THE PROBLEM —
Wherever the word "setLineDash" appears in a line of the data, that line should be copied.

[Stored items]
§
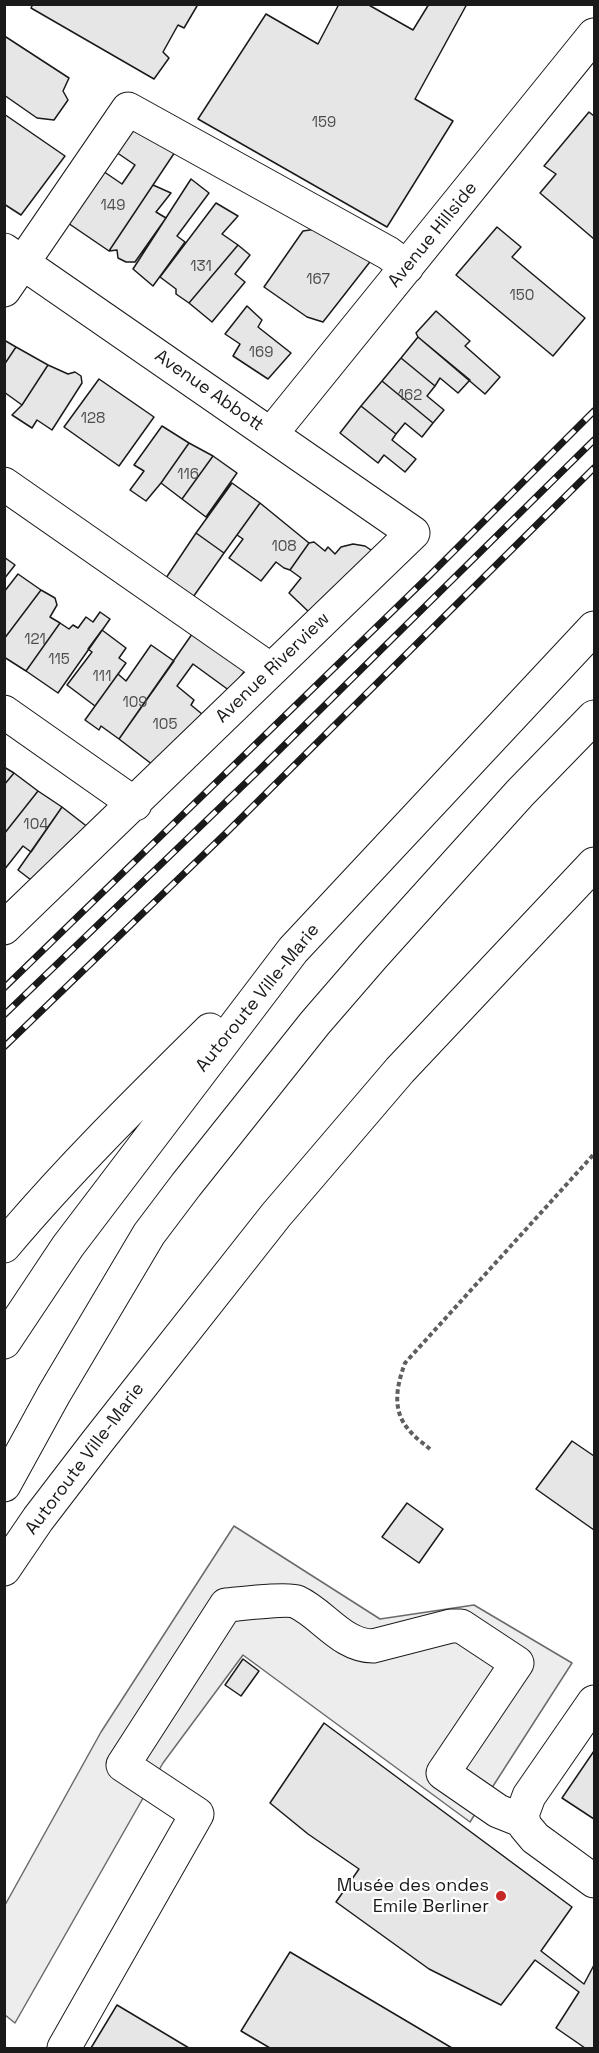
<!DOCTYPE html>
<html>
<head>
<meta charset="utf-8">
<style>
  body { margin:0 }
  #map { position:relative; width:599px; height:2053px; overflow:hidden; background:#fff; font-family:"Space Grotesk",sans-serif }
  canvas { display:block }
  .frame { position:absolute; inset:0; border:6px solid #1a1a1a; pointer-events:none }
</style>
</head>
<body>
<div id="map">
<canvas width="599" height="2053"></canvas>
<div class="frame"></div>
</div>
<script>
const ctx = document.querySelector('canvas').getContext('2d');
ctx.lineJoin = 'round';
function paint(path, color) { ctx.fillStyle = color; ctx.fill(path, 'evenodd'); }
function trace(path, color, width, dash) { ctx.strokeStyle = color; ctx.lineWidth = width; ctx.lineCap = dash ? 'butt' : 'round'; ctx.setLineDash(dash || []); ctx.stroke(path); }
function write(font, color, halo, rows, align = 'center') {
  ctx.font = font + ' "Space Grotesk",sans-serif'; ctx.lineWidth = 4.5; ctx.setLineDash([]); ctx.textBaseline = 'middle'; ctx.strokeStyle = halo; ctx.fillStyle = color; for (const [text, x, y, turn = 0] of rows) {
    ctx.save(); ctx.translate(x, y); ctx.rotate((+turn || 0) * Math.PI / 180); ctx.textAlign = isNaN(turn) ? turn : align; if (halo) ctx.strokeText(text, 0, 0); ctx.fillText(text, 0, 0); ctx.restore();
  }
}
const parking = new Path2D(`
  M234 1526 380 1619 474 1605 572 1663 470 1822 243 1655 163 1763 15 2023 5 2015V1905L101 1732Z`);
paint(parking, '#ededed');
trace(parking, '#6a6a6a', 1.5);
const building = new Path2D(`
  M33 4H195L197 6 184 28 178 25 163 52 169 58 154 79 31 8Z
  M339 4H367L413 30 429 4H467L415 99 453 121 387 227 198 119 266 14 318 44Z
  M6 37 69 78 63 91 68 100 54 120 37 118 4 95V40Z
  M589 112 594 116V239L540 193 556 174 544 166Z
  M4 114 65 156 21 215 4 204Z
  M134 125 175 152 109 251 65 221 100 169 122 184 135 165 116 152Z
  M191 179 209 193 177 236 185 242 153 286 133 269Z
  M153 185 171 193 156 212 166 218 135 262H126L118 258 117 250 109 251Z
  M216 203 238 216 222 234 238 245 189 303 176 294V289L160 277Z
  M497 227 521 247 512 257 585 318 553 356 456 275Z
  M323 228 373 258 323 322 307 317 264 287 303 231Z
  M238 245 250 255 235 274 245 282 212 322 189 303Z
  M247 306 262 320 258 327 291 353 268 379 233 356 240 344 225 334Z
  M436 311 470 341 465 346 500 377 485 394 418 337 416 333Z
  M418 337 470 380 458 393 440 378 435 386 401 358Z
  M4 340 16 347 4 365Z
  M16 347 48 365 22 405 4 392V365Z
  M401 358 435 386 427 396 444 410 433 423 382 381Z
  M48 365 68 374 75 372 81 376 82 383 52 430 37 420 32 428 12 415 22 405Z
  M99 379 154 417 119 466 64 427Z
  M382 381 433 423 422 437 405 423 396 434 361 406Z
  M361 406 396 434 392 440 416 459 405 472 384 455 378 463 340 433Z
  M162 426 189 443 161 483 146 501 130 490 144 471 134 465Z
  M189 443 213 456 182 499 161 483Z
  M213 456 237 473 206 517 182 499Z
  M232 483 260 503 224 553 196 533Z
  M260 503 309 543 290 570 284 568 276 562 261 581 229 558 243 539 237 535Z
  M196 533 224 553 191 600 164 581Z
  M314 542 325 551 328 547 335 554 341 547 353 544 365 546 377 554 310 613 289 593 301 578 290 570 309 543Z
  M4 557 15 565 4 579Z
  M18 574 41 590 4 639V592Z
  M41 590 55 598 57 605 50 617 60 623 26 671 4 657V639Z
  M100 612 110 619 58 693 26 671 60 623 69 629 73 625 78 628 86 617 93 622Z
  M197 627 249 665 230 691 193 664 177 686 194 700 191 705 202 714 153 765 119 739Z
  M102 630 126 648 119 658 126 663 95 706 67 685 92 652 88 649Z
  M151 645 174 661 119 739 101 726 99 730 85 720 118 674 126 681Z
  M4 767 14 773 4 785Z
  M14 773 38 791 4 834V785Z
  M38 791 62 807 31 852 23 846 4 870V834Z
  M62 807 89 828 31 880 18 870Z
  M572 1441 594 1456V1530L536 1489Z
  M407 1503 443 1529 419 1563 382 1537Z
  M243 1659 259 1671 241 1696 225 1685Z
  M324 1723 572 1907 541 1951 584 1984 594 1965V2048H585L556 2028 579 1992 535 1960 501 2005 429 1969 336 1902 359 1869 308 1834 270 1803Z
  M594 1751V1819L562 1798Z
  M290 1952 452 2048H270L241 2031Z
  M117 2005 189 2048H91Z`);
paint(building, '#e6e6e6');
trace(building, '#1a1a1a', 1.5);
const minor = new Path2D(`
  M4 250 413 533 4 928
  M4 290 128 109 388 253 407 267
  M271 434 594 35
  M4 484 271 670
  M4 712 135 804
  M4 1485 54 1394 149 1234 186 1185 315 1023 373 956 520 793 594 717
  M594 1702 529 1796 522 1815 525 1826 535 1838 594 1881
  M64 2048 197 1814 123 1765 226 1605C239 1604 288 1598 297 1602 323 1614 342 1646 373 1646L451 1626H461L517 1663 443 1773 498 1811 523 1821`);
const highway = new Path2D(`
  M4 1246C68 1170 139 1100 210 1030
  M4 1342 68 1246 293 950 594 628
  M4 1569 38 1519 97 1442 276 1215 400 1070 594 864`);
trace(minor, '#1a1a1a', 35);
trace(highway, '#1a1a1a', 35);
trace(new Path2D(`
  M430 1449C423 1443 414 1437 409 1430 391 1410 397 1385 405 1363L594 1154`), '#5f5f5f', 4, [4.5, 3]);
trace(minor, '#fff', 33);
trace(highway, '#fff', 33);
const rail = new Path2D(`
  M4 988 430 575 594 411
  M4 1015 257 772 594 440
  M4 1047 226 833 594 468`);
trace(rail, '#1a1a1a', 7);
trace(rail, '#fff', 4.5, [14]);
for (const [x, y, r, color] of [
  [501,1896,6,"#c62828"]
]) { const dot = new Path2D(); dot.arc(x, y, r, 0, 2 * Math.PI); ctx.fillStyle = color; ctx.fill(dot); trace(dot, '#fff', 2); }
write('15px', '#4d4d4d', null, [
  ["159",324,123],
  ["149",113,206],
  ["131",201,267],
  ["167",318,280],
  ["150",522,296],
  ["169",261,353],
  ["162",410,396],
  ["128",93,419],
  ["116",188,475],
  ["108",284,547],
  ["121",35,640],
  ["115",59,660],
  ["111",102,677],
  ["109",135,703],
  ["105",165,725],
  ["104",36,825]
]);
write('18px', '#1a1a1a', '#fff', [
  ["Avenue Hillside",433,235,-51],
  ["Avenue Abbott",209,391,35],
  ["Avenue Riverview",273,668,-44],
  ["Autoroute Ville-Marie",258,998,-51],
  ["Autoroute Ville-Marie",85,1459,-53]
]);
write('18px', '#1a1a1a', '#fff', [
  ["Musée des ondes",489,1886],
  ["Emile Berliner",489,1907]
], 'right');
</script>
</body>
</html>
§
WORKED SOLUTION —
function trace(path, color, width, dash) { ctx.strokeStyle = color; ctx.lineWidth = width; ctx.lineCap = dash ? 'butt' : 'round'; ctx.setLineDash(dash || []); ctx.stroke(path); }
  ctx.font = font + ' "Space Grotesk",sans-serif'; ctx.lineWidth = 4.5; ctx.setLineDash([]); ctx.textBaseline = 'middle'; ctx.strokeStyle = halo; ctx.fillStyle = color; for (const [text, x, y, turn = 0] of rows) {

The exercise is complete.